__DATA FOR THIS EXERCISE__:
=======
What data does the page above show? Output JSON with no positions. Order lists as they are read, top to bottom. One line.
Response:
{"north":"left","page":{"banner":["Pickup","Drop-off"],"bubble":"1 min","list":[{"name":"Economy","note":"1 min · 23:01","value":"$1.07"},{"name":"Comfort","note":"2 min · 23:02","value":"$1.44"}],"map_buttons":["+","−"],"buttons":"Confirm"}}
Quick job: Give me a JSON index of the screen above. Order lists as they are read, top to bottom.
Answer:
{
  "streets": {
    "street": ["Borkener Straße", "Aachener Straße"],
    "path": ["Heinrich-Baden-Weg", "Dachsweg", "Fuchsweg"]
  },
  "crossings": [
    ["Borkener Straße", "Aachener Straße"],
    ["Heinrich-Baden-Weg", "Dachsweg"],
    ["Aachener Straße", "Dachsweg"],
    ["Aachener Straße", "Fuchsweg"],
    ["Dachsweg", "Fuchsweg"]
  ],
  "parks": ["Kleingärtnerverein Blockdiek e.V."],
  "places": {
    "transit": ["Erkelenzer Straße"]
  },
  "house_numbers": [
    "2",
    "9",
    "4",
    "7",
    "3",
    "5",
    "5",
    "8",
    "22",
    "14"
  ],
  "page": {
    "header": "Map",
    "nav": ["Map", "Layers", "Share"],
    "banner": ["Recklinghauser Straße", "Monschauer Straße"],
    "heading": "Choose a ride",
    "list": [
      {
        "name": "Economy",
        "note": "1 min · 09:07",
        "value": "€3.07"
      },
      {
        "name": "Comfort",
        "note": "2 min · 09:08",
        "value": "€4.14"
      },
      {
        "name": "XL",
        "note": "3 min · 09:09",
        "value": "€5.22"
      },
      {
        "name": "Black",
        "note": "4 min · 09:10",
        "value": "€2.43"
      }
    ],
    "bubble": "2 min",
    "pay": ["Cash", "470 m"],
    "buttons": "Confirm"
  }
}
=======
__TO DO__:
Print out the complete data above, character for character.

__RESULT FOR THIS EXERCISE__:
What data does the page above show? Output JSON with no positions. Order lists as they are read, top to bottom. One line.
Response:
{"north":"left","page":{"banner":["Pickup","Drop-off"],"bubble":"1 min","list":[{"name":"Economy","note":"1 min · 23:01","value":"$1.07"},{"name":"Comfort","note":"2 min · 23:02","value":"$1.44"}],"map_buttons":["+","−"],"buttons":"Confirm"}}
Quick job: Give me a JSON index of the screen above. Order lists as they are read, top to bottom.
Answer:
{
  "streets": {
    "street": ["Borkener Straße", "Aachener Straße"],
    "path": ["Heinrich-Baden-Weg", "Dachsweg", "Fuchsweg"]
  },
  "crossings": [
    ["Borkener Straße", "Aachener Straße"],
    ["Heinrich-Baden-Weg", "Dachsweg"],
    ["Aachener Straße", "Dachsweg"],
    ["Aachener Straße", "Fuchsweg"],
    ["Dachsweg", "Fuchsweg"]
  ],
  "parks": ["Kleingärtnerverein Blockdiek e.V."],
  "places": {
    "transit": ["Erkelenzer Straße"]
  },
  "house_numbers": [
    "2",
    "9",
    "4",
    "7",
    "3",
    "5",
    "5",
    "8",
    "22",
    "14"
  ],
  "page": {
    "header": "Map",
    "nav": ["Map", "Layers", "Share"],
    "banner": ["Recklinghauser Straße", "Monschauer Straße"],
    "heading": "Choose a ride",
    "list": [
      {
        "name": "Economy",
        "note": "1 min · 09:07",
        "value": "€3.07"
      },
      {
        "name": "Comfort",
        "note": "2 min · 09:08",
        "value": "€4.14"
      },
      {
        "name": "XL",
        "note": "3 min · 09:09",
        "value": "€5.22"
      },
      {
        "name": "Black",
        "note": "4 min · 09:10",
        "value": "€2.43"
      }
    ],
    "bubble": "2 min",
    "pay": ["Cash", "470 m"],
    "buttons": "Confirm"
  }
}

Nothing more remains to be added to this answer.